Os comunistas vietnamitas não são exatamente o que você pode considerar como caucasianos em termos genéticos, mas, agora, eles estão agindo mentalmente como europeus. O mesmo vale para ps comunistas chineses, para os capitalistas japoneses ou os católicos bantu, ou para Peter “MacDollarna Reserva Navajo, ou para Dickie Wilson aqui em Pine Ridge. Não há racismo envolvido nisso, apenas um reconhecimento da mente e do espírito que compõem a cultura.
Em termos marxistas, suponho que sou um “nacionalista cultural”. Eu trabalho primeiro com o meu povo, o povo tradicional lakota, porque temos uma visão de mundo comum e compartilhamos duma luta imediata. Além disso, eu trabalho com outros povos indígenas americanos tradicionais e novamente, por causa de uma certa uniformidade na cosmovisão e na forma de luta entre esses povos. Além disso, eu trabalho com qualquer um que tenha experimentado a opressão colonial da Europa e que resista à sua totalidade cultural e industrial. Obviamente, isso inclui os caucasianos genéticos que lutam para resistir às normas dominantes da cultura europeia. Os irlandeses e os bascos vêm imediatamente à mente, mas há muitos outros.
O branco é uma das cores sagradas dos povos de Lakota – vermelho, amarelo, branco e preto. As quatro direções. As quatro estações. Os quatro períodos de vida e envelhecimento. As quatro raças da humanidade. Misture o vermelho, amarelo, branco e preto juntos e você fica marrom, a cor da quinta corrida. Este é um ordenamento natural das coisas. Parece natural, portanto, trabalhar com todas as raças, cada uma com seu próprio significado, identidade e mensagem.Mas há um comportamento peculiar entre a maioria dos caucasianos. Assim que me torno crítico da Europa e de seu impacto sobre outras culturas, eles tomam a defensiva. Começam a se defender.
Mas eu não estou atacando-os pessoalmente; estou atacando a Europa. Ao personalizar as minhas observações sobre a Europa, elas personalizam a cultura europeia, identificando-se com ela. Defendendo-se neste contexto, eles estão finalmente defendendo a cultura da morte. Esta é uma confusão que deve ser superada, e deve ser superada rapidamente. Nenhum de nós tem energia para desperdiçar com essas lutas falsas.

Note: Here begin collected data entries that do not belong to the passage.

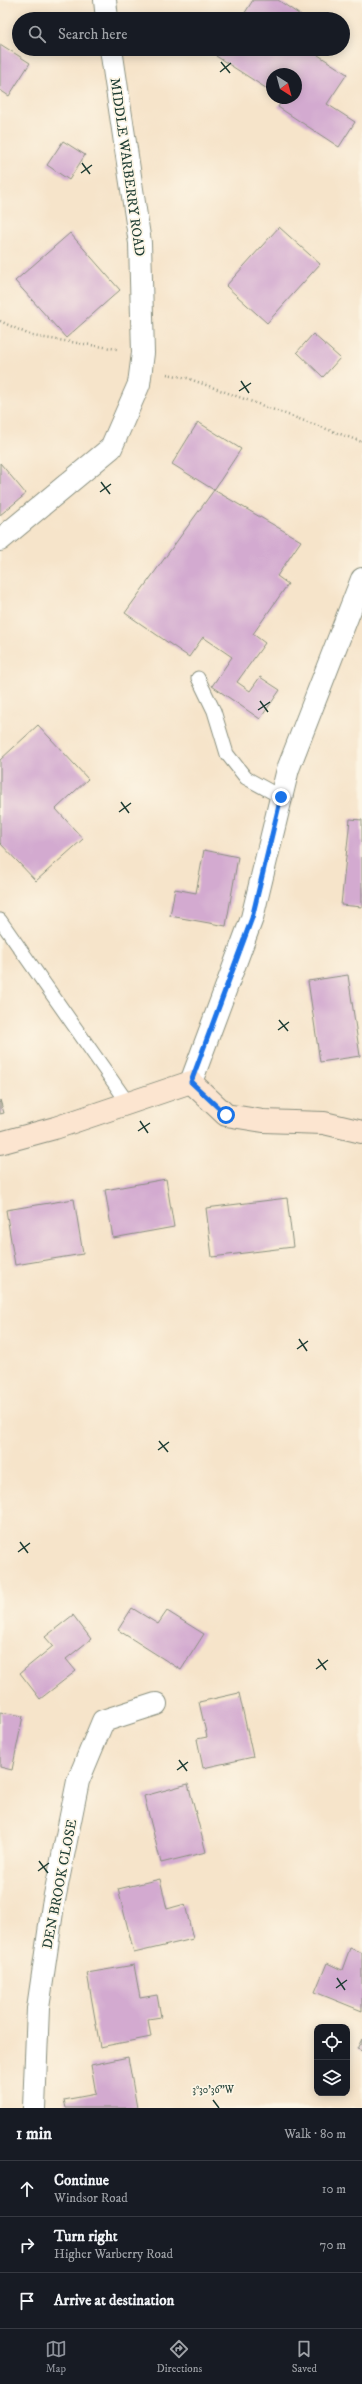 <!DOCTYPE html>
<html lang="en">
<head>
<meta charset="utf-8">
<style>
	:root { --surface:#171b24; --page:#242831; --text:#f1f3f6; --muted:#9ea1a6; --line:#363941; --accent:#8c9099 }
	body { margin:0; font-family:"IM FELL DW Pica",serif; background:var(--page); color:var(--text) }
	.controls { position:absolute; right:12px; bottom:12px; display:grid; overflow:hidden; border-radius:8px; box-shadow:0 2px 10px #0003 }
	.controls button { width:36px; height:36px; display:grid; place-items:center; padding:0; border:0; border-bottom:1px solid var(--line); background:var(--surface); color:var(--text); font:20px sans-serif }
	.compass { position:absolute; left:266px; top:68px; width:36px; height:36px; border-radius:50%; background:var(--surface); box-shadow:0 2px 10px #0003; rotate:144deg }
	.stop { position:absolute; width:12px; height:12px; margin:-9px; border:3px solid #1a73e8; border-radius:50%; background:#fff }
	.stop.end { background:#1a73e8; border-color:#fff; box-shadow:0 1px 4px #0008 }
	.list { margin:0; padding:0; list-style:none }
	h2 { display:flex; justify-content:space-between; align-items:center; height:52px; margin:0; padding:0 16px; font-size:17px }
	h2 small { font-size:13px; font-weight:400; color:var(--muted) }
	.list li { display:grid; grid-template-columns:26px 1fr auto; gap:12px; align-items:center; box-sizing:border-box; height:56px; padding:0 16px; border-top:1px solid var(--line) }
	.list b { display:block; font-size:15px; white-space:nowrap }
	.list p { margin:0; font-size:13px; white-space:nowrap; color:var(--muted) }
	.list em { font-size:13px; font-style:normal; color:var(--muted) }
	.icon { flex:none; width:22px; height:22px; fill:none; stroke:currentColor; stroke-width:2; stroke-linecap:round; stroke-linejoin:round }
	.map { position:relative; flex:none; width:362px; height:2108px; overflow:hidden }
	.search { position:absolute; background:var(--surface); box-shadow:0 2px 10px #0003; left:12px; right:12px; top:12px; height:44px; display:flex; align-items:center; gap:10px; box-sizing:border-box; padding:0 14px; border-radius:22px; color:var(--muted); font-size:15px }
	.sheet { height:220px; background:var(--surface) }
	nav { display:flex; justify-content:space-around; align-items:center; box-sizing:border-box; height:56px; border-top:1px solid var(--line); background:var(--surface); font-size:11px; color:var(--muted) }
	nav a { display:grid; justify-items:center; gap:2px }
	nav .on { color:var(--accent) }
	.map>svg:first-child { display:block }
</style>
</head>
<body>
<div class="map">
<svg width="362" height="2108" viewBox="0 0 362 2108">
	<rect width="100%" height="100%" fill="#fcf5e5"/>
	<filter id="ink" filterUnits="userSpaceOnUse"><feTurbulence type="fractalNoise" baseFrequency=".025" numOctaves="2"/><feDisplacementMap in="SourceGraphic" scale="8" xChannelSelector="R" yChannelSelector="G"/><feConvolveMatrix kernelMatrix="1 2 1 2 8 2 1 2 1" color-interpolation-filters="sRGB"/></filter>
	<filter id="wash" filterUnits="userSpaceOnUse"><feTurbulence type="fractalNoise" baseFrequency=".012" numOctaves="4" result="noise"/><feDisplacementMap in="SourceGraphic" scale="16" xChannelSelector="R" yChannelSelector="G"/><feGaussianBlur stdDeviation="0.9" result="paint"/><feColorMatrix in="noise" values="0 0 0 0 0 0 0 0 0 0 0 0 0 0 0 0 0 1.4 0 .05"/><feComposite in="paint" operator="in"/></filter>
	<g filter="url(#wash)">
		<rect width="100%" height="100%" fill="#f6e4ca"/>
		<g id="blocks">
			<!-- building -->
			<path fill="#d3aad0" d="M253,0H278L306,19H241Z
				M0,44L30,63L9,96L0,90Z
				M221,49H318L315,53L347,74L327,104L355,122L339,147L278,107L283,99L280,98H296V74H272V92L216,56Z
				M63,141L85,155L69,180L47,165Z
				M279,227L320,264L267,323L226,286Z
				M70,233L120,290L66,338L15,281Z
				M313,334L340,358L323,377L297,352Z
				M198,422L241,449L214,490L301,541L277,576L288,584L253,634L265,643L237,682L250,691L260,677L280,690L260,719L212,686L232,657L203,637L189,657L125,613L214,490L172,464Z
				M0,463L26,494L0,515Z
				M38,725L88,779L56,809L83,839L36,881L0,843V760Z
				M350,819L362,820V907L341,905Z
				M204,850L238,857L226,926L170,916L175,889L196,893Z
				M348,975L360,1056L320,1062L308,981Z
				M0,1100L4,1113L0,1114Z
				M166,1179L174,1227L113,1238L105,1190Z
				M287,1198L293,1247L212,1257L206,1208Z
				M74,1199L83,1254L15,1265L6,1210Z
				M132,1608L158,1624L167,1611L204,1634L181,1670L118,1630Z
				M73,1615L91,1639L66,1659L76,1671L40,1699L20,1673L53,1646L45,1637Z
				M239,1693L253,1757L203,1768L197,1739L207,1737L199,1702Z
				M0,1712L23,1716L12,1770L0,1767Z
				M188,1784L206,1852L161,1863L144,1796Z
				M160,1879L167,1909L185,1904L193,1939L134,1953L118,1889Z
				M350,1948L362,1953V2011L315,1992L327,1963L342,1970Z
				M134,1965L140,1998L157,1995L161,2017L148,2019L151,2037L100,2047L87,1973Z
				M362,2039V2051L357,2049Z
				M128,2057L137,2108H66L64,2100L96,2094L91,2065Z"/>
		</g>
	</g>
	<g filter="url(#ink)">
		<use href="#blocks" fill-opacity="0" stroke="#8a907f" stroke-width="1"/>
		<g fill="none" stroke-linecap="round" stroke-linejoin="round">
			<defs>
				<path id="lane" d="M198,678L214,711L227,754L246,778L281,797
					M0,920L128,1103"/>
				<path id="street" d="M105,0L107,19
					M0,540L111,448L139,384L143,353L140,243L111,49
					M191,1082L252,918L288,769L362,579
					M34,2108L38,2008L53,1905L78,1781L103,1721L156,1704"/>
				<path id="secondary" d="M0,1143L55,1128L191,1082L226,1115L263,1121L324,1123L362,1132"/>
			</defs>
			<!-- lane casing -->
			<use href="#lane" stroke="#8a907f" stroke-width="15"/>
			<!-- street casing -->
			<use href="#street" stroke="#8a907f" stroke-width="24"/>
			<!-- secondary casing -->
			<use href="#secondary" stroke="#8a907f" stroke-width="24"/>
			<!-- path -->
			<path stroke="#8a907f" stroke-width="2.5" stroke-dasharray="1 3" stroke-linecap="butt" d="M0,321L32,336L117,349
				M167,374L187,378L362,442"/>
			<!-- lane -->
			<use href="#lane" stroke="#fff" stroke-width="13"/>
			<!-- street -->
			<use href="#street" stroke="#fff" stroke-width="22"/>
			<!-- secondary -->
			<use href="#secondary" stroke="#fce5d0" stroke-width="22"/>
		</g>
	</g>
	<g fill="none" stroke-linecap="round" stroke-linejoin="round" filter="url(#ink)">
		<!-- route -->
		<path stroke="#1a73e8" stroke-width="5" d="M226,1115L191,1082L252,918L281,797"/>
	</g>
	<!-- ticks -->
	<path fill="none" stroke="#1f3d34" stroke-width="1.5" d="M221,62L230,73M220,72L231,63M82,163L90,174M81,173L92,165M241,381L249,393M239,391L251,383M101,482L110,494M100,492L111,484M260,701L268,712M258,710L270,702M121,802L129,813M119,812L131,803M279,1020L288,1031M278,1030L289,1022M140,1121L148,1133M138,1131L150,1123M299,1339L307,1351M297,1349L308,1341M159,1441L168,1452M158,1450L169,1442M20,1542L28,1553M18,1552L30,1543M318,1659L326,1670M316,1669L328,1660M179,1760L187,1771M177,1770L188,1762M39,1861L48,1873M38,1871L49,1863M337,1978L345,1990M336,1988L347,1980M213,2100L219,2108"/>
	<g text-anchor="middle" stroke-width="3.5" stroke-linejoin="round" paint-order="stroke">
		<!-- street labels -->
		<g font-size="14" fill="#1f3d34" stroke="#fcf5e5">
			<text transform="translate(128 167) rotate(82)" y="5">MIDDLE WARBERRY ROAD</text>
			<text transform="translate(59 1884) rotate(-79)" y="5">DEN BROOK CLOSE</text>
		</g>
	</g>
	<g font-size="10" text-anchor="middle" fill="#1f3d34" stroke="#fcf5e5" stroke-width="3.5" stroke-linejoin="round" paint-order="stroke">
		<text x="213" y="2093">3°30'36"W</text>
	</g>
</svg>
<div class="controls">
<button><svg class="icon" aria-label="locate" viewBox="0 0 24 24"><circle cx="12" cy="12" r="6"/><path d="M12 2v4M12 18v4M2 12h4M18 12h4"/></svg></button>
<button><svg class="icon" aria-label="layers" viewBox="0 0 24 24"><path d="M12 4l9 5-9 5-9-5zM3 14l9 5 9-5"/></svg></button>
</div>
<svg class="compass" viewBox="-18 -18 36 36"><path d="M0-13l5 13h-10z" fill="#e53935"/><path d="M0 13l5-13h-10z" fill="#9ea1a6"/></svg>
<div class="stop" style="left:226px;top:1115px"></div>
<div class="stop end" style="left:281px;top:797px"></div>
<div class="search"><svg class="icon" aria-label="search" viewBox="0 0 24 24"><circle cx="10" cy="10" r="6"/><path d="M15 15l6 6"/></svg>Search here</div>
</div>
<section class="sheet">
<h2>1 min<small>Walk · 80 m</small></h2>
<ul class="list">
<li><svg class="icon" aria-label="ahead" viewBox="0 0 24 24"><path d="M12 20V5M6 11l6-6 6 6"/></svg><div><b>Continue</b><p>Windsor Road</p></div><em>10 m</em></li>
<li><svg class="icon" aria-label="right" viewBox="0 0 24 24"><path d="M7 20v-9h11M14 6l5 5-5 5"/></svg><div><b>Turn right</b><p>Higher Warberry Road</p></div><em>70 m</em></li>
<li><svg class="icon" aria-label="arrive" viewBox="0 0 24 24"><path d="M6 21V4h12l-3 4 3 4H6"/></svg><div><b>Arrive at destination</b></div></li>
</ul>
</section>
<nav>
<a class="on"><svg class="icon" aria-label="map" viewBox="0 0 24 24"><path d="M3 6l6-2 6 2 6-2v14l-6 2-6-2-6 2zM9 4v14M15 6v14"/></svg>Map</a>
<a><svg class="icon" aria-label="directions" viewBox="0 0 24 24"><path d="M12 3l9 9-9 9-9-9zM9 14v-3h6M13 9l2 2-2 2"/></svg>Directions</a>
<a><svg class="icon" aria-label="saved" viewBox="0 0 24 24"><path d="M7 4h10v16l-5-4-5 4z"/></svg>Saved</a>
</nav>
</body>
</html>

Os caucasianos têm uma visão muito mais positiva para oferecer à humanidade do que a da cultura europeia. Eu acredito nisso. Mas, para alcançar essa visão, é preciso que os caucasianos saiam da cultura europeia – ao lado do resto da humanidade – para ver a Europa pelo que ela é e por aquilo que ela faz.

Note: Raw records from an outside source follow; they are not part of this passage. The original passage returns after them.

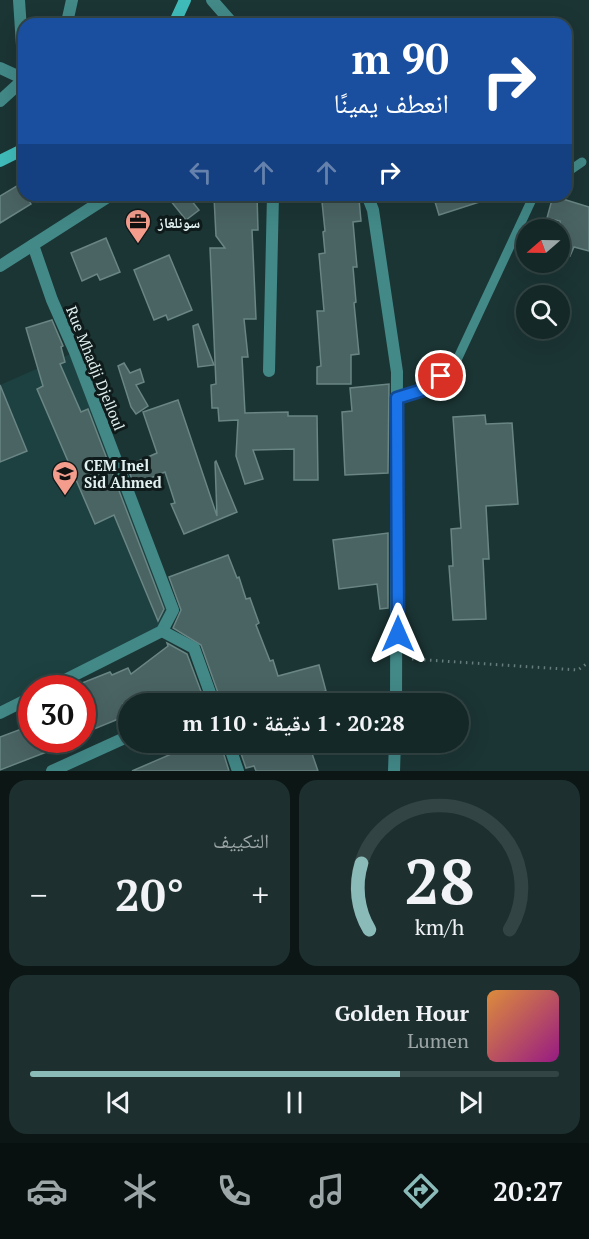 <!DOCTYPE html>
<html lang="ar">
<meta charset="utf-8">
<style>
:root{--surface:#142827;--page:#1d302f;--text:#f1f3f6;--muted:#9da6a7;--line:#344;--accent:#8bbbb9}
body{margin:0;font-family:"PT Serif","Noto Naskh Arabic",serif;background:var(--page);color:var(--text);direction:rtl;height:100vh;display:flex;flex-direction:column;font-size:22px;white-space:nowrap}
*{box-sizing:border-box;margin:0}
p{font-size:20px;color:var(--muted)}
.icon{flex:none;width:33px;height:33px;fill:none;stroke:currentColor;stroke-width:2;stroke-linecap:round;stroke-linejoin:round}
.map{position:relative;height:771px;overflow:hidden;direction:ltr}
.panel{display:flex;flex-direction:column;gap:9px;padding:9px;background:#0b1615;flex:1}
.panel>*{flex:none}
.top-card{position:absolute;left:18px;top:18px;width:554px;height:183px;border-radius:18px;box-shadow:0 6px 24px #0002,0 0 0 2px var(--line);direction:rtl;background:#1a4fa0;color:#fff;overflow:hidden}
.needle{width:39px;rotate:250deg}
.controls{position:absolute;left:516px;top:219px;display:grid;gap:12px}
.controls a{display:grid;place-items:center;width:54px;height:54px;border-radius:50%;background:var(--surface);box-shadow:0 6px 24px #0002,0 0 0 2px var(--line);font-size:30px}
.speed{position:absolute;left:18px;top:675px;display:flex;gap:12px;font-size:30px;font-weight:700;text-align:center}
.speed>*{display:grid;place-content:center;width:78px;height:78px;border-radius:50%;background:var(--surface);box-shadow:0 6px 24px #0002,0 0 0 2px var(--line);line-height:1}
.speed .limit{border:9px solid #d22;background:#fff;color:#111}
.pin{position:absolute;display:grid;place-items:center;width:51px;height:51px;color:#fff;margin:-26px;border:3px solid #fff;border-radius:50%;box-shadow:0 2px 6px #0007}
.me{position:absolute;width:66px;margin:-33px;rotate:0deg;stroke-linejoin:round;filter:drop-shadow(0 0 4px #0008)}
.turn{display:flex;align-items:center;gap:21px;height:126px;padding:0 24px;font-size:27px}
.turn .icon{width:78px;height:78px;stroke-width:2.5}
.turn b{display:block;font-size:42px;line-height:51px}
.lanes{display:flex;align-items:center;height:57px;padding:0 24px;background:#0003;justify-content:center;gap:30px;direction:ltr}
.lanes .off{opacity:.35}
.big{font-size:45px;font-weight:800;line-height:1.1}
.panel .tile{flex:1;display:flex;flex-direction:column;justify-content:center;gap:9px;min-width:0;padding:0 21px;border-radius:18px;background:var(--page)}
.panel .dial{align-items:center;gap:0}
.dial svg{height:156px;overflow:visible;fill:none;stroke:var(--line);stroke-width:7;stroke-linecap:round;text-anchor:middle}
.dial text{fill:var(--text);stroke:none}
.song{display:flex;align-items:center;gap:18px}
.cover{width:72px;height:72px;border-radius:9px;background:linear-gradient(135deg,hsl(30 70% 55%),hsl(310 70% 35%))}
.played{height:6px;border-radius:3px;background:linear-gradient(90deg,var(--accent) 70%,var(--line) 70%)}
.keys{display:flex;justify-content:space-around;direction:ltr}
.heat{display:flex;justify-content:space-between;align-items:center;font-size:33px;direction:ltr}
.panel .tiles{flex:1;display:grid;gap:9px;grid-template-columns:1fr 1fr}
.tile:last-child{grid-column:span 2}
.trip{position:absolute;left:118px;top:693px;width:351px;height:60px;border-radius:30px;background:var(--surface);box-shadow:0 6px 24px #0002,0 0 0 2px var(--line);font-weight:800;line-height:60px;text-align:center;direction:rtl}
.dock{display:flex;height:96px;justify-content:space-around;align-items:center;background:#081010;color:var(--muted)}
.dock .icon{width:42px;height:42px}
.dock .selected{color:var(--accent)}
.dock b{font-size:27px;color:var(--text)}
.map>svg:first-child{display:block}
</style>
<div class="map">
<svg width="589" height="771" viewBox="0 0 589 771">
<rect width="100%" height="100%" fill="#1b3534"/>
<polygon fill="#1d4140" points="75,352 173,610 162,631 38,688 32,688 31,692 0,706 0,385"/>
<g fill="#4a6463" stroke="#698584" stroke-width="1.5">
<polygon points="20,184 24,195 26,195 31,204 0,223 0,196"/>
<polygon points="166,195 187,195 199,210 186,220"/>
<polygon points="237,195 257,195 258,230 252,230 256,319 244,319 248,357 242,357 245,413 288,412 288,416 317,416 318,480 294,480 294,449 253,450 263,479 245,484 236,456 238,420 219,421 218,408 212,408 211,385 216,384 210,248 225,248 216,236 214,197 237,197"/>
<polygon points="433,195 492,195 492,198 439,215"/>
<polygon points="553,196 589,207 589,251 574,247 570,256 560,251 560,221 547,218"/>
<polygon points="359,199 361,221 353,222 357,267 353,267 356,302 354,303 359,354 351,355 351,384 317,384 317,367 321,366 317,311 324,311 319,254 325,253 323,232 325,231 322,202"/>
<polygon points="106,238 120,272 100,280 97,274 82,281 71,253"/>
<polygon points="169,255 192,310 168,320 166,315 154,320 134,270"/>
<polygon points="52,320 63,346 61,347 65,362 60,364 81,412 88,409 164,609 158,621 114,515 95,524 37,389 43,386 26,328"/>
<polygon points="198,324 214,365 198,367 193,326"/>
<polygon points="124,363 130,373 140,369 144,382 136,385 148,406 136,414 131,407 118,366"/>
<polygon points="389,384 388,473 345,475 342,412 352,411 350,388"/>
<polygon points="0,385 27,451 0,462"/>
<polygon points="178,400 217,516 215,462 216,461 237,512 184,534 171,504 175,503 165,472 134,485 127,466 157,453 143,412"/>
<polygon points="485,415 486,424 512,423 518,504 486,506 489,559 483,559 486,619 453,620 449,566 453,566 451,529 461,528 453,417"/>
<polygon points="388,533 388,608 380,609 377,584 339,589 333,540"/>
<polygon points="228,555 237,578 239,577 246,599 250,598 259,623 256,625 270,661 273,660 278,676 319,665 326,691 276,704 222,704 201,645 173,628 181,610 169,577"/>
<polygon points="167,643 187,654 202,694 196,696 194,692 188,693 171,699 170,696 153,704 123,704 128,715 82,734 82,683 110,672 112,675 128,668 131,674 168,646"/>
<polygon points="32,725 32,740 44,740 49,751 0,770 0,737"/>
<polygon points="199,742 220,742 229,771 132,771"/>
<polygon points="237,742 308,742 318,771 256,771 254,766 246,768"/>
</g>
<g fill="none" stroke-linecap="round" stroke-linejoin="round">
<polyline stroke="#677d7c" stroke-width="3" stroke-dasharray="1.5 4.5" stroke-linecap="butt" points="412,659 578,670 589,662"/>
<g stroke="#428988" stroke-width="9">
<polyline points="566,173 582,162"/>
<polyline points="397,398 426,389 456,362 534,195"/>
</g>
<g stroke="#428988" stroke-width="12">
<polyline points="19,0 24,75"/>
<polyline points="212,0 233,24"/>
<polyline points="64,24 68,18 72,0"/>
<polyline points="0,68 24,79"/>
<polyline points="0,101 24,79"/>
<polyline points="367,195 373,210 397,372 396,704"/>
<polyline points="33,245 52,300 75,352 173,610 162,631 49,688"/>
<polyline points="0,266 111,195"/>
<polyline points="269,371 273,195"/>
<polyline points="162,631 194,648 214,704"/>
<polyline points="199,704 212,698"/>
<polyline points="0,713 32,697"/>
<polyline points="228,742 238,771"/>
<polyline points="52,771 129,736"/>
<polyline points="394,771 395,742"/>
</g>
<g stroke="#3fbcba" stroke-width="12">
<polyline points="174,24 185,0"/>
<polyline points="0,161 24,149"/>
</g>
</g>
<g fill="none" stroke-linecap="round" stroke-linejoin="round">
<defs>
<polyline id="route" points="398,634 397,398 426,389 441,376"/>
</defs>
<use href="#route" stroke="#114b97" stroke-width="15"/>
<use href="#route" stroke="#1a73e8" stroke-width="10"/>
</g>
<defs>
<symbol id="office-pin" viewBox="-11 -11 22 30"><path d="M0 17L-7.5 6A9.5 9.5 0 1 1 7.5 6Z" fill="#f49d8d" stroke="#0f1a1a"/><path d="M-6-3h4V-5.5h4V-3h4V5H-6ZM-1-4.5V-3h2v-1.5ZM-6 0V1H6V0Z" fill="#111"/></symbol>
<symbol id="school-pin" viewBox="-11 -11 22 30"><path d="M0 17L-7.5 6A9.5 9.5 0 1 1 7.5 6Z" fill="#f49d8d" stroke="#0f1a1a"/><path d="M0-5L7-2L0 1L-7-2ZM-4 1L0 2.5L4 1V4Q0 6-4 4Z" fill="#111"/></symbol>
</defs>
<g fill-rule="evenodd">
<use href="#office-pin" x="123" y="207" width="30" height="40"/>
<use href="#school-pin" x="50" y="459" width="30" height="40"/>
</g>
<g text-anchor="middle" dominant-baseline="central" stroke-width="6" stroke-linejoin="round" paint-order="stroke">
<g font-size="15" font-weight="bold" fill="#e1f0f0" stroke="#0f1a1a" text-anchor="start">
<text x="158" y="222">سونلغاز</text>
<text x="84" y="465">CEM Inel<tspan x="84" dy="17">Sid Ahmed</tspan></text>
</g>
<g font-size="15" fill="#e1f0f0" stroke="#0f1a1a">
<text transform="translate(96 368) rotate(68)">Rue Mhadji Djelloul</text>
</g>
</g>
</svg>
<div class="controls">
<a><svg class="needle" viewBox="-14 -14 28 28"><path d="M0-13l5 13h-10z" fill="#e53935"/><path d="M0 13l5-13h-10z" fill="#9da6a7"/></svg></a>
<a><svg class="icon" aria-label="search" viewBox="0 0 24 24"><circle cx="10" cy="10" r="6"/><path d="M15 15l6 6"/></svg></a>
</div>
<div class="speed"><div class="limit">30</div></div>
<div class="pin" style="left:441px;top:376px;background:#d93025"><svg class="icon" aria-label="arrive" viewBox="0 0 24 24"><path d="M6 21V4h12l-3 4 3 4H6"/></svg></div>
<svg class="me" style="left:398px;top:634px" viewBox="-20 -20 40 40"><path d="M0-17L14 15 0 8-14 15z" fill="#1a73e8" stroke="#fff" stroke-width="4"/></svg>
<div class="trip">20:28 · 1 دقيقة · 110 m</div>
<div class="top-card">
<div class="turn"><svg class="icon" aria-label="right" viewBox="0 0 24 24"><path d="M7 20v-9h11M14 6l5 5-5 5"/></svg><div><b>90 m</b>انعطف يمينًا</div></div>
<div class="lanes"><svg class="icon off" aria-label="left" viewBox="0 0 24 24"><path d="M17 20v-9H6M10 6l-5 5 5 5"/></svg><svg class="icon off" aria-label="ahead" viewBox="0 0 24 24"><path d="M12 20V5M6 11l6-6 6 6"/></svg><svg class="icon off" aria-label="ahead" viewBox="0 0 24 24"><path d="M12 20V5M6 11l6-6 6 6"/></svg><svg class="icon" aria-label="right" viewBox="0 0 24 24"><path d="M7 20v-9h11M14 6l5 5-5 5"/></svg></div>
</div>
</div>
<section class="panel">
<div class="tiles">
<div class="tile dial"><svg viewBox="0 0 100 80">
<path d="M14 69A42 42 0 1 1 86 69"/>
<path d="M14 69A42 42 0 0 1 10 35" stroke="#8bbbb9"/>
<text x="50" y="56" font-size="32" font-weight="700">28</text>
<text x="50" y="72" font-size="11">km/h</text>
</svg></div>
<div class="tile"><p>التكييف</p>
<div class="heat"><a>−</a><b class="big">20°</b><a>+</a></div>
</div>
<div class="tile">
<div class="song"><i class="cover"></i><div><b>Golden Hour</b><p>Lumen</p></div></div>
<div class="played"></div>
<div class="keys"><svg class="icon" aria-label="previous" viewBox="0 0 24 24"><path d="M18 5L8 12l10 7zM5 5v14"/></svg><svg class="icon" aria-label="pause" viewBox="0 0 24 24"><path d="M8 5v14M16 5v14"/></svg><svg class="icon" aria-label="next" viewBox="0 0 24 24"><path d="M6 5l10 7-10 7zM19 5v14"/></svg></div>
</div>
</div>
</section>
<nav class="dock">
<b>20:27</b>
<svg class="icon selected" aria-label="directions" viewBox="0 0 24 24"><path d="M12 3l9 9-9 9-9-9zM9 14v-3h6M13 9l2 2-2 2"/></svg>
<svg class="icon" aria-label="music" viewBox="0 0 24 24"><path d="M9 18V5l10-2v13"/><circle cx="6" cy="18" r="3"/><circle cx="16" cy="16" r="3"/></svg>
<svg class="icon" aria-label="phone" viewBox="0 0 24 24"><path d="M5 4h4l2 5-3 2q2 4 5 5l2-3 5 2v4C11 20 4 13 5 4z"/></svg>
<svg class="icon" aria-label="climate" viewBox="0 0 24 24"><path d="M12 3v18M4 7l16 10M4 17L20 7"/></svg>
<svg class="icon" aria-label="car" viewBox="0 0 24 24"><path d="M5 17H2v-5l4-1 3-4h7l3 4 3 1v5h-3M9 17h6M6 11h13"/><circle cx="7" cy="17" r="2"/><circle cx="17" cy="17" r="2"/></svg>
</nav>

Apegar-se ao capitalismo e ao marxismo e todos os outros “ismos” é simplesmente permanecer dentro da cultura europeia. Não há como evitar esse fato básico. Como fato, isso constitui uma escolha. Entenda que a escolha é baseada na cultura, não na raça. Entenda que escolher a cultura de industrialismo europeu é escolher ser meu inimigo. E entenda que a escolha é sua, não minha.